It's been a volatile few months for shares of Apple (NASDAQ:AAPL). After rallying to a new high above $705, Apple shares fell about $200, almost losing the $500 level recently. Since then, Apple has bounced back a bit and shares now stand at almost $590. There has been plenty to talk about when it comes to Apple. The new iPad Mini, iPhone 5, and poor gross margin guidance are just a few noteworthy items.
Recently, I discussed a number of reasons why the Apple fall has taken place. In my opinion, it came down to a bunch of math that investors just didn't understand, referring to Apple's guidance and gross margin forecast. Today, I'm going to build on some of those numbers. I will take a look back at Apple's financial performance over the last few years, and use those numbers to look ahead to fiscal 2013.
Looking Back: The Past Three Years
Before I can look ahead to the current 2013 fiscal year, I must show some headline numbers for Apple over the past three years. All of these numbers were taken from Apple's earnings report page. We can use these numbers as a base to form projections for the next couple of years. The following table shows the two numbers everyone focuses on: revenues and earnings per share. Also included are the expense rates for Apple, as a percentage of revenues. So, for example, when cost of goods sold tallied 60.62% in 2010, that meant gross margins for the year were 39.38%.
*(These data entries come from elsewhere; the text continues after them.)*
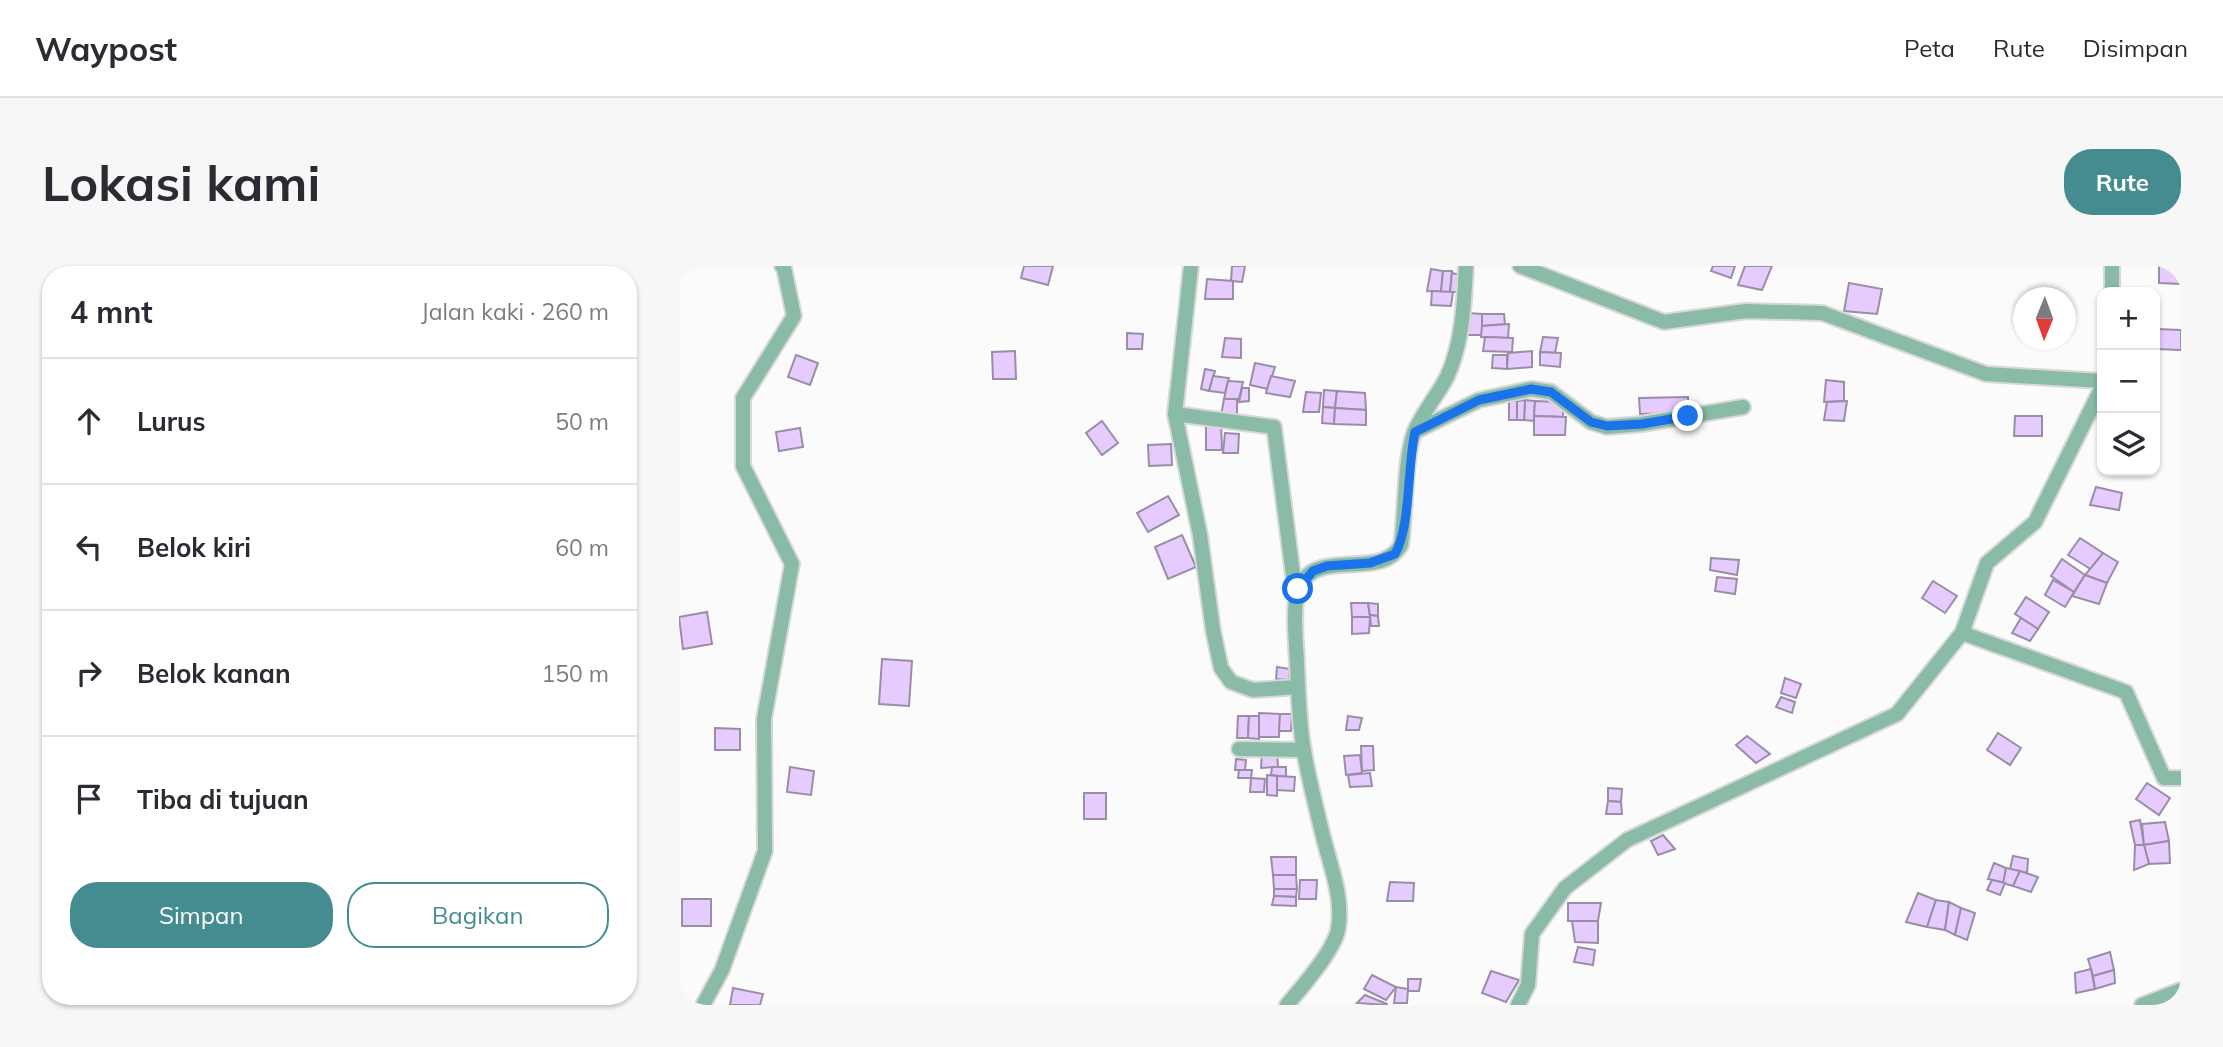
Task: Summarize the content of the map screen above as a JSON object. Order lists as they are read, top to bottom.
{
  "north": "bottom",
  "page": {
    "header": "Waypost",
    "nav": ["Peta", "Rute", "Disimpan"],
    "buttons": [
      "Rute",
      ["Simpan", "Bagikan"]
    ],
    "title": "Lokasi kami",
    "heading": ["4 mnt", "Jalan kaki · 260 m"],
    "map_buttons": ["+", "−"],
    "list": [
      ["Lurus", "50 m"],
      ["Belok kiri", "60 m"],
      ["Belok kanan", "150 m"],
      "Tiba di tujuan"
    ]
  }
}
You'll notice that both the cost of goods sold and operating expense rates came down over the period. Apple was able to keep costs in check, and that is why margins rose nicely. However, I noted in my Apple math article (linked above) that the iPhone 4S and its high gross margins may have spoiled investors, with gross margins peaking at 47.37% in fiscal Q2 2012.
Going forward, I will use this numbers as well as Apple's Q1 guidance to project what Apple will do this year. One scenario will be a base case, in which I use a sort of "worst-case scenario" for most of the numbers. The second projection will start with a revenue number comparable to what analysts are expecting for the year, with some improvement in other categories. The final scenario will be a "best case" type of scenario. In each scenario, I'll explain each number used and its significance.
No. 1: Base/Worst Case
The first scenario is mostly based off a lot of numbers I presented in my prior article, the link in the opening of this article. Apple guided to $52 billion in revenues for fiscal Q1 this year. If you were to normalize last year's Q1, because it was 14 weeks instead of 13, Apple is guiding to 20.86% growth for a 13-week period. So for this period, I will assume Apple has 20.86% revenue growth for each quarter of the year. Apple also guided to 36.00% gross margins for the quarter. As it described, a lot of its newer products were more expensive, plus it incurs higher costs when it introduces new products. Since it is launching several new products during the quarter, gross margins are expected to be very low this quarter, but Apple expects them to rebound going forward.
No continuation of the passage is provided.